RESEARCH ARTICLE


Power and Error: Increased Risk of False Positive Results in Underpowered Studies



R. M. Christley*
Epidemiology and Public Health, School of Veterinary Science, Faculty of Health and Life Science, University of Liverpool, Leahurst Campus, Neston, CH64 7TE, UK


© 2010Christley et al..

open-access license: This is an open access article distributed under the terms of the Creative Commons Attribution 4.0 International Public License (CC-BY 4.0), a copy of which is available at: (https://creativecommons.org/licenses/by/4.0/legalcode). This license permits unrestricted use, distribution, and reproduction in any medium, provided the original author and source are credited.
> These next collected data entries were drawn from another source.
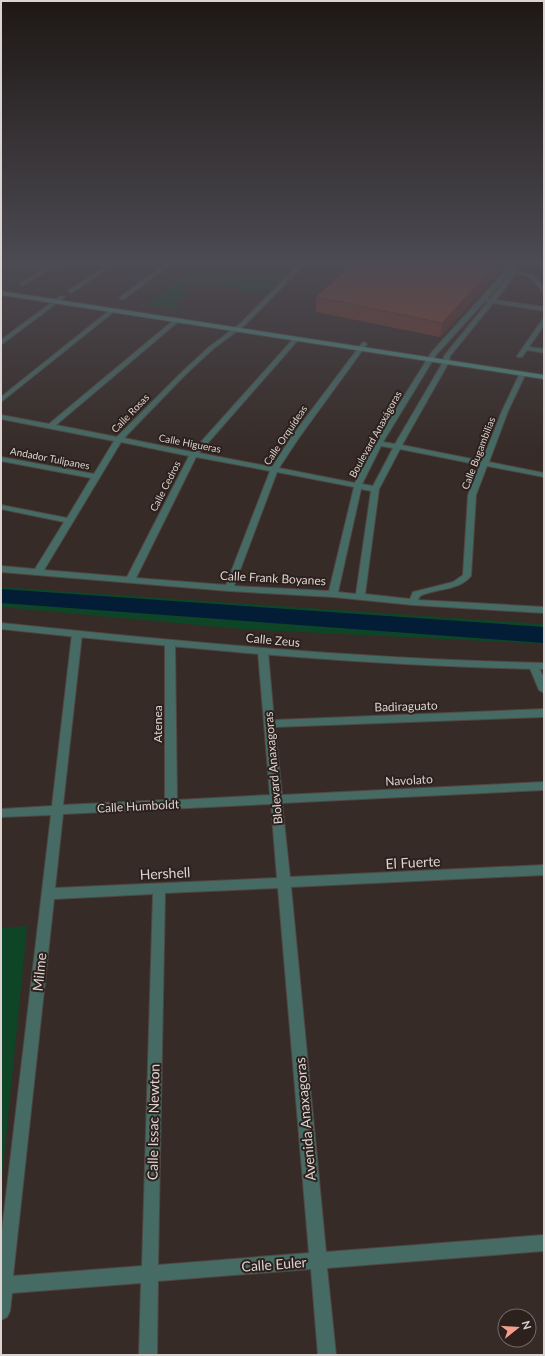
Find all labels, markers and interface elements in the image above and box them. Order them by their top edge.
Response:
street label: Boulevard Anaxágoras [346,389,404,479]
street label: Calle Rosas [109,391,151,435]
street label: Calle Orquídeas [261,403,309,467]
street label: Calle Bugambilias [459,415,497,491]
street label: Calle Higueras [158,431,222,455]
street label: Andador Tulipanes [9,444,91,472]
street label: Calle Cedros [147,459,183,513]
street label: Calle Frank Boyanes [220,568,326,588]
street label: Calle Zeus [245,630,301,650]
street label: Badiraguato [374,697,438,715]
street label: Atenea [150,705,165,743]
street label: Blolevard Anaxagoras [261,711,285,825]
street label: Navolato [385,771,433,789]
street label: Calle Humboldt [97,796,180,816]
street label: El Fuerte [385,852,441,872]
street label: Hershell [139,863,191,883]
street label: Milme [29,952,49,992]
street label: Avenida Anaxagoras [291,1057,319,1181]
street label: Calle Issac Newton [143,1064,163,1180]
street label: Calle Euler [241,1253,307,1275]
north arrow [497,1308,537,1348]
text: N [520,1319,534,1331]

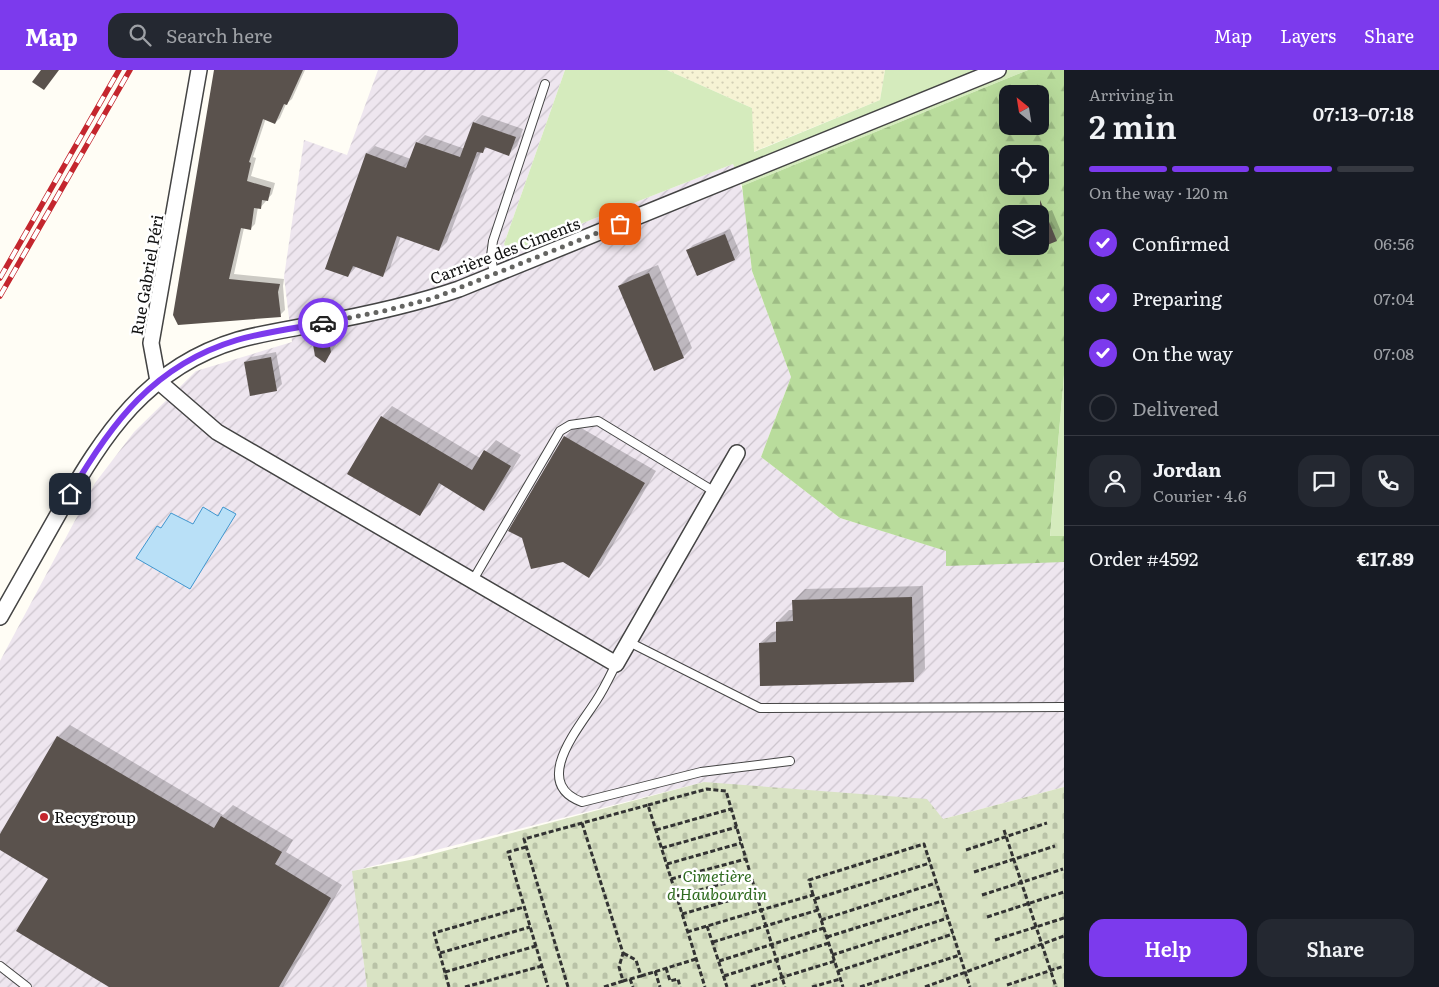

* Address correspondence to this author at the Epidemiology and Public Health, School of Veterinary Science, Faculty of Health and Life Science, University of Liverpool, Leahurst Campus, Neston, CH64 7TE, UK;Te: +44 (0) 151 794 6170; E-mail: robc@liverpool.ac.uk


Abstract

It is well recognised that low statistical power increases the probability of type II error, that is it reduces the probability of detecting a difference between groups, where a difference exists. Paradoxically, low statistical power also increases the likelihood that a statistically significant finding is actually falsely positive (for a given p-value). Hence, ethical concerns regarding studies with low statistical power should include the increased risk of type I error in such studies reporting statistically significant effects. This paper illustrates the effect of low statistical power by comparing hypothesis testing with diagnostic test evaluation using concepts familiar to clinicians, such as positive and negative predicative values. We also note that, where there is a high probability that the null hypothesis is true, statistically significant findings are even more likely to be falsely positive.